Product design student Jake Thompson from the University of Sussex has been recognised for his cycling app and light that capture information about dangers on the road.

cycling app

Jake’s Flare Cycling system features a front bike light that connects by Bluetooth to a smartphone app. The light has three buttons that the rider can press to flag dangerous road surfaces, choke points for passing and intimidating junctions. These data points are geotagged using the phone’s GPS, creating a map of hotspots that can be shared with local authorities once the rider is back at home. Flare received an honourable mention at the recent Global Grad Show Progress Prize in Dubai, where 150 inventions from young designers were on display.

“The opportunity to attend the Global Grad Show was just so incredibly exciting and to be shortlisted and then to receive an honourable mention is just out of this world,” said 24-year-old Jake. “It was a great opportunity to meet graduates from around the world and learn more about their highly progressive design and an ideal opportunity to connect with potential partners for the development of Flare Cycling.

“Flare presents an opportunity to influence the design and quality of our growing cities’ infrastructure by focussing on political will, funding and data. Flare aims to make active transport a realistic choice for more people, and to improve congestion and pollution issues alongside our individual physical and mental wellbeing.”

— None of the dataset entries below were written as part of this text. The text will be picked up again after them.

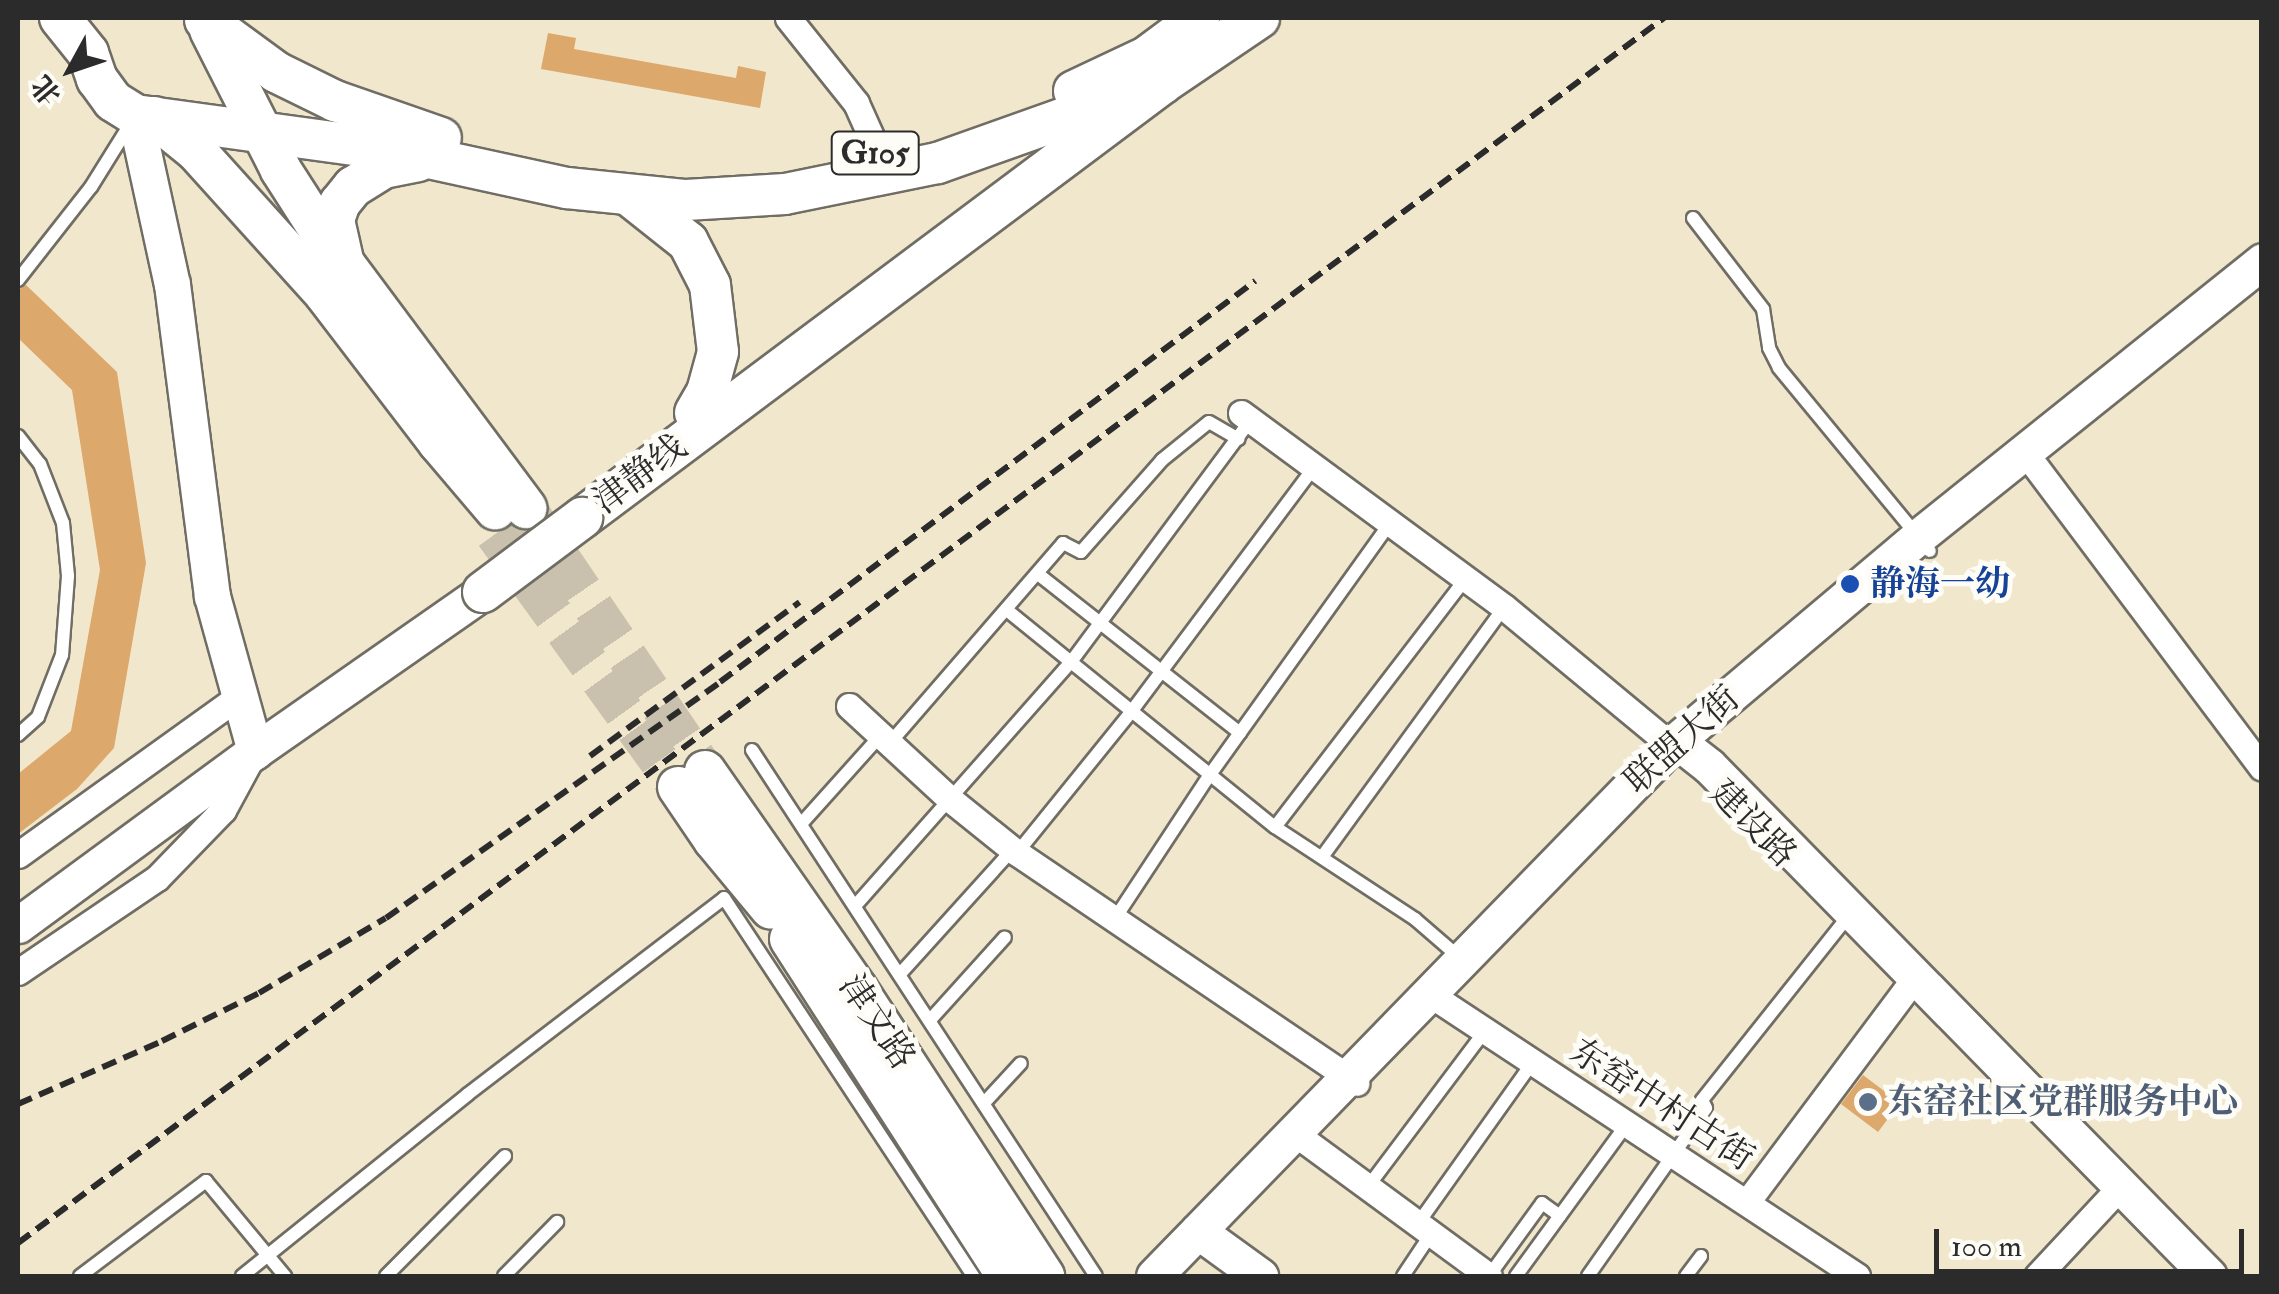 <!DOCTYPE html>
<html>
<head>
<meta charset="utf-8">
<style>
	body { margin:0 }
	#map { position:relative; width:2279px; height:1294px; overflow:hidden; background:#f1e7cd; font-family:"IM FELL Double Pica","Noto Serif SC",serif }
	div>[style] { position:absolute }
	.building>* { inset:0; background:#dca86b }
	.primary-tunnel>* { height:40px; margin-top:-20px; transform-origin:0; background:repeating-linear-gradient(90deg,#c9c1ad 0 40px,transparent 0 60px) }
	.roads { filter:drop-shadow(2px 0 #706d64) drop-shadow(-2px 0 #706d64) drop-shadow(0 2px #706d64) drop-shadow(0 -2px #706d64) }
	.lane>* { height:12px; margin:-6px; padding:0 6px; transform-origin:6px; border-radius:6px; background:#fff }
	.street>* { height:25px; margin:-12.5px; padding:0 12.5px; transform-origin:12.5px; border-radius:12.5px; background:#fff }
	.secondary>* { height:35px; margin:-17.5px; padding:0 17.5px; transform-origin:17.5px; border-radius:17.5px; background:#fff }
	.primary>* { height:40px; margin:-20px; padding:0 20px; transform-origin:20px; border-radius:20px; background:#fff }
	.rail>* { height:6px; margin-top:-3px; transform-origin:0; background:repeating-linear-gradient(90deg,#2b2b2b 0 15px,transparent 0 23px) }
	.bridges { filter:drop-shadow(2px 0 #706d64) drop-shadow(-2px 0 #706d64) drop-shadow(0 2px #706d64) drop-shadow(0 -2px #706d64) }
	.primary-bridge>* { height:40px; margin:-20px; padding:0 20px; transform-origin:20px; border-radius:20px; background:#fff }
	.dots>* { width:28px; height:28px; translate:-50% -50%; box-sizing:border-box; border:5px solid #fdfcf7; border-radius:50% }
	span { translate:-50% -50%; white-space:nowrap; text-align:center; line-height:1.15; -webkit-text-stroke:10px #fdfcf7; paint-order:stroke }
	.shield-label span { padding:2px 8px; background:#fdfcf7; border:2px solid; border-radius:8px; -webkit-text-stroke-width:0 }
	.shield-label { font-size:32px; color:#2b2b2b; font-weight:700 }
	.street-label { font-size:35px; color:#2b2b2b }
	.transit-label { font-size:35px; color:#164399; font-weight:700 }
	.left { translate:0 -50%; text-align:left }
	.service-label { font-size:35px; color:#4e5e75; font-weight:700 }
	.frame { position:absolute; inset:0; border:20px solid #2b2b2b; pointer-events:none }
	.north { position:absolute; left:20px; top:20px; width:100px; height:100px; -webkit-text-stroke:8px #fdfcf7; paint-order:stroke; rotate:230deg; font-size:28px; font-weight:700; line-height:40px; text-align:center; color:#2b2b2b }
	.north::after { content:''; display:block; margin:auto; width:35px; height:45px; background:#2b2b2b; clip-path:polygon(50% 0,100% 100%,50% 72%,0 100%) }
	.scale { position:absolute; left:1934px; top:1229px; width:310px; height:45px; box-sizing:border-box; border:5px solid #2b2b2b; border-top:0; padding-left:12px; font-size:30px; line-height:35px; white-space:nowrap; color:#2b2b2b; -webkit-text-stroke:8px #fdfcf7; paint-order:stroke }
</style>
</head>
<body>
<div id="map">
	<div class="building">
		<div style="clip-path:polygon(548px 33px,576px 38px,574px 49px,736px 78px,738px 66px,766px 72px,760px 108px,541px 69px)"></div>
		<div style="clip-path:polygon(26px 285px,117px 372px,146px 563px,114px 748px,77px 789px,18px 834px,18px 774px,71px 731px,100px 570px,72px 390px,18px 338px,18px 290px)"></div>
		<div style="clip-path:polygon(1863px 1075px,1900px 1103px,1878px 1132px,1841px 1104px)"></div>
	</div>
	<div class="primary-tunnel">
		<div style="left:526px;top:508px;width:318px;rotate:55.8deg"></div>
		<div style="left:495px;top:534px;width:312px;rotate:54.1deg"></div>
	</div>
	<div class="roads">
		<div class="lane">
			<div style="left:1693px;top:218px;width:115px;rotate:52.4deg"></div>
			<div style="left:1763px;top:309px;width:39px;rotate:81deg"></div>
			<div style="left:1769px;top:348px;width:22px;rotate:63deg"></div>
			<div style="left:1779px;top:368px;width:237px;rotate:50.5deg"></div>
			<div style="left:18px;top:280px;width:118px;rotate:-51.9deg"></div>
			<div style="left:91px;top:187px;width:72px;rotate:-58.1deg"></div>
			<div style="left:18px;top:436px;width:36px;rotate:52deg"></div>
			<div style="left:40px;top:464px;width:63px;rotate:68.7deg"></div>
			<div style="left:63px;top:523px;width:53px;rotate:84.6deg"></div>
			<div style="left:68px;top:576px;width:79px;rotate:94.3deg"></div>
			<div style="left:62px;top:655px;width:66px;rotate:111.2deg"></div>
			<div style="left:38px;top:717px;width:27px;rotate:138deg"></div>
			<div style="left:1038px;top:574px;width:257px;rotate:38.2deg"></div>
			<div style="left:1008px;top:611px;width:343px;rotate:39deg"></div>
			<div style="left:1275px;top:827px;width:168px;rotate:33.3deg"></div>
			<div style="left:1415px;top:919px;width:60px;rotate:40.9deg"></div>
			<div style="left:889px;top:744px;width:266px;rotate:-49.1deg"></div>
			<div style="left:1063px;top:543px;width:20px;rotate:27deg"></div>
			<div style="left:1081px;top:552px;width:123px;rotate:-48.6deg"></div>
			<div style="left:1162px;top:460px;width:60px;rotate:-39deg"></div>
			<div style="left:1209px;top:422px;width:34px;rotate:30deg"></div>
			<div style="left:752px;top:750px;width:628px;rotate:56.82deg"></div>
			<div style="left:801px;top:824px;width:118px;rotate:-48.1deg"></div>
			<div style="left:1275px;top:827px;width:314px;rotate:-52.5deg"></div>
			<div style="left:1017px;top:853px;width:181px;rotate:-51deg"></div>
			<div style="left:1131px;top:712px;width:306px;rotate:-53.2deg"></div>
			<div style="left:1322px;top:857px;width:309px;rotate:-53.9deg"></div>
			<div style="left:855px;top:906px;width:326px;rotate:-48.5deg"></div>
			<div style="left:1071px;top:662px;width:300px;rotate:-53.4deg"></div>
			<div style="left:1114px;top:920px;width:173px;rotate:-56.6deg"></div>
			<div style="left:1209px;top:776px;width:312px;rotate:-54.4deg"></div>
			<div style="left:900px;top:974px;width:169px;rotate:-47.9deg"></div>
			<div style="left:931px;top:1019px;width:110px;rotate:-47.9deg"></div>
			<div style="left:984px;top:1103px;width:54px;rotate:-47.2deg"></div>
			<div style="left:1367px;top:1188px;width:196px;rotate:-53.1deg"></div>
			<div style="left:1417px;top:1225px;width:200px;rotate:-54.6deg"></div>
			<div style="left:80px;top:1276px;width:158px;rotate:-37deg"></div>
			<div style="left:206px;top:1181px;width:124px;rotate:50.3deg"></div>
			<div style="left:242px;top:1276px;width:290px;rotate:-38.8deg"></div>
			<div style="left:468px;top:1094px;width:322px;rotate:-37.4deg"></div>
			<div style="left:724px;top:898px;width:453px;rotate:56.6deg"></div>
			<div style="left:386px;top:1276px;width:169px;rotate:-45.2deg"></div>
			<div style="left:504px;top:1276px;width:76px;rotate:-45.5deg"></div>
			<div style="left:1403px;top:1276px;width:50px;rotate:-56.3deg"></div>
			<div style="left:1489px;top:1276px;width:90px;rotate:-54deg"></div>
			<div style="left:1542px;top:1203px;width:22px;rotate:36deg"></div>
			<div style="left:1516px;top:1276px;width:188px;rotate:-53.9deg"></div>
			<div style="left:1588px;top:1276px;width:205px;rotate:-54.9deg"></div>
			<div style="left:1706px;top:1108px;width:9px;rotate:-117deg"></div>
			<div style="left:1702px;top:1100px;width:238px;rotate:-51.5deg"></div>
			<div style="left:1686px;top:1276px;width:25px;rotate:-53deg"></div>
		</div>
		<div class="street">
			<div style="left:788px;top:18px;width:109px;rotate:51.3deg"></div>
			<div style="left:856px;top:103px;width:54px;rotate:65.8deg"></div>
			<div style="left:878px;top:152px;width:25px;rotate:78deg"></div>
			<div style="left:1241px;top:413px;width:327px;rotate:36.4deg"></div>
			<div style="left:1504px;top:607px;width:217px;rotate:39.6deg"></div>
			<div style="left:2024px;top:451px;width:396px;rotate:53.1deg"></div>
			<div style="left:849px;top:706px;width:139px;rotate:42.7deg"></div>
			<div style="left:951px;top:800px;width:85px;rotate:38.8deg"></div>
			<div style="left:1017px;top:853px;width:410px;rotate:34.1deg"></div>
			<div style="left:18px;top:855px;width:274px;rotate:-35.7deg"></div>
			<div style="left:18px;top:972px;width:168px;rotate:-34.1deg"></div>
			<div style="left:157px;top:878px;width:95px;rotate:-45.9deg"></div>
			<div style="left:223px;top:810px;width:67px;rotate:-61.5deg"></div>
			<div style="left:1428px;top:993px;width:514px;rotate:33.41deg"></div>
			<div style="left:1293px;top:1132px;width:243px;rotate:36.3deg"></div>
			<div style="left:1747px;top:1202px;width:284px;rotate:-53.2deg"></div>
			<div style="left:2037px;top:1276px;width:123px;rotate:-47deg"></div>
		</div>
		<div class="secondary">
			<div style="left:135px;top:115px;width:173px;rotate:77.7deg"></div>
			<div style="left:172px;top:284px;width:315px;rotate:82.7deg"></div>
			<div style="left:212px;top:596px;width:161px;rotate:74.5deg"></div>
			<div style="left:1671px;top:745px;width:15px;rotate:11deg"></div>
			<div style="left:1686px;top:748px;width:29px;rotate:38deg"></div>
			<div style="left:1709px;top:766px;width:714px;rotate:45.57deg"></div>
			<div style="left:18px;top:925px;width:294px;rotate:-36.3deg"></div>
			<div style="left:255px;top:751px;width:278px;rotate:-34.9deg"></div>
			<div style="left:1198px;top:1231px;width:77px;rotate:36deg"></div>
			<div style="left:1154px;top:1276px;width:741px;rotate:-45.77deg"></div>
			<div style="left:1671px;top:745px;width:323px;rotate:-40.1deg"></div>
			<div style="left:1918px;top:537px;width:441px;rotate:-38.7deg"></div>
		</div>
		<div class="primary">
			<div style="left:60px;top:18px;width:45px;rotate:51.3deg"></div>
			<div style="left:88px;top:53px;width:28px;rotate:71deg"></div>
			<div style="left:97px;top:79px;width:27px;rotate:54deg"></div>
			<div style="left:113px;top:101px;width:26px;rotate:32deg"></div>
			<div style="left:135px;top:115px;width:259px;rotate:7.8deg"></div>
			<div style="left:392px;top:150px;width:179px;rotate:12.3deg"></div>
			<div style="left:567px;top:188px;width:120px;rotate:5.8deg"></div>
			<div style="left:686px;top:200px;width:99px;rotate:-3.5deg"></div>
			<div style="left:785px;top:194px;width:156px;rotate:-11.5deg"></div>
			<div style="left:938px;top:163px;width:239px;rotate:-19.6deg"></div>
			<div style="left:205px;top:20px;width:88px;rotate:36.2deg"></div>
			<div style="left:276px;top:72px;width:66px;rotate:26.2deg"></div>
			<div style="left:335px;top:101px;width:112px;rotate:19.2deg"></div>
			<div style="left:210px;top:30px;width:157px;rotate:63.1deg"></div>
			<div style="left:281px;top:170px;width:76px;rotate:57.4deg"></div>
			<div style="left:322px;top:234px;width:342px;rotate:53.3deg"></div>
			<div style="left:1122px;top:75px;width:96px;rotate:-36.5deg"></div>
			<div style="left:1074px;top:91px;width:75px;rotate:-25.2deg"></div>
			<div style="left:154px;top:117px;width:54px;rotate:39deg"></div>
			<div style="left:196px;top:151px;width:193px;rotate:47.9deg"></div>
			<div style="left:325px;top:294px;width:188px;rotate:52.6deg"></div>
			<div style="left:439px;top:443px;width:87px;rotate:49.7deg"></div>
			<div style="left:630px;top:196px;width:74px;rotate:38.4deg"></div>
			<div style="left:688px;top:242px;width:48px;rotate:62.9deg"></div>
			<div style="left:710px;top:285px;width:67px;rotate:83.2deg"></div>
			<div style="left:718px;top:352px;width:41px;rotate:105.4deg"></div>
			<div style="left:707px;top:392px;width:24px;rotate:120deg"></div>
			<div style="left:343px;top:260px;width:41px;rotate:-102.7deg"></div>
			<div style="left:334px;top:220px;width:18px;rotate:-71deg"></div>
			<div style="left:340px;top:203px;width:21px;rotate:-51deg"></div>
			<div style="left:353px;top:187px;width:36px;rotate:-32deg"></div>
			<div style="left:383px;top:168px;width:36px;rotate:-11deg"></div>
			<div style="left:582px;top:518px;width:726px;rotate:-36.82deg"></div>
			<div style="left:1163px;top:83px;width:116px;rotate:-34.1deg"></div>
			<div style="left:705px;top:771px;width:266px;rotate:55.1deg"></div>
			<div style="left:857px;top:989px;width:343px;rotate:56.9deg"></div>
			<div style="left:678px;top:787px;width:64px;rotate:55.8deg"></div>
			<div style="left:714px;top:840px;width:89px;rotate:50.4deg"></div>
			<div style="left:790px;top:939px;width:401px;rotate:57.2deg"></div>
		</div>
	</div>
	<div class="rail">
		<div style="left:590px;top:756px;width:260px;rotate:-36.3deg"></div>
		<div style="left:18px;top:1104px;width:157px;rotate:-23.6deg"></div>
		<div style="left:162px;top:1041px;width:108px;rotate:-26.3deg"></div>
		<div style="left:259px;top:993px;width:147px;rotate:-30.6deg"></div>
		<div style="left:386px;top:918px;width:409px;rotate:-35.2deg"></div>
		<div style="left:720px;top:682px;width:669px;rotate:-36.85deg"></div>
		<div style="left:18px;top:1243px;width:2052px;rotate:-36.66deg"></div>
	</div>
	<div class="bridges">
		<div class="primary-bridge">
			<div style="left:483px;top:592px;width:124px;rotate:-36.8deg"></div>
		</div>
	</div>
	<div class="dots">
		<div style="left:1850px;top:584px;background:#1a4fb4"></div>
		<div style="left:1868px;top:1102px;background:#5c6f8a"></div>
	</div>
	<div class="shield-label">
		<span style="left:875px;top:153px">G105</span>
	</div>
	<div class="street-label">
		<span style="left:640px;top:474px;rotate:-37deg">津静线</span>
		<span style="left:1682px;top:740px;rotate:-42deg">联盟大街</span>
		<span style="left:1753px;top:824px;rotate:45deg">建设路</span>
		<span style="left:877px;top:1022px;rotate:56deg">津文路</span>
		<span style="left:1662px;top:1105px;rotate:33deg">东窑中村古街</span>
	</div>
	<div class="transit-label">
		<span class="left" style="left:1870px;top:584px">静海一幼</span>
	</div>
	<div class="service-label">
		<span class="left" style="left:1888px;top:1102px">东窑社区党群服务中心</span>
	</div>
	<div class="frame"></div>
	<div class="north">北</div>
	<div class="scale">100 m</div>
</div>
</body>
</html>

After completing his Product Design degree at the University of Sussex this summer, Jake and nine fellow students attended New Designers London 2018 where Flare was selected as one of the Top Five Ones to Watch by Sarah Weir, CEO of the Design Council. Flare was also shortlisted for the Creative Conscience Award in September and was recently presented with the Sean Morley Memorial Award and Best Road Safety Product Award at the Houses of Parliament by road safety charity Airso.

cycling app

After launching his cycling app, Jake received enquiries from Australia, USA, Japan and Belgium from a range of interested parties including cyclists keen to launch Flare in their area, local authorities asking about the possibility of a pilot scheme, and motorcyclists who asked for a similar device to be designed specifically for their vehicles.

“I’m really pleased with the scale of the positive response to Flare since it launched, it has vindicated a lot of the work that I did on my course in establishing the product,” Jake said. “Now I’m really keen to find the right partners or private investors that can help bring Flare to market as soon as possible.”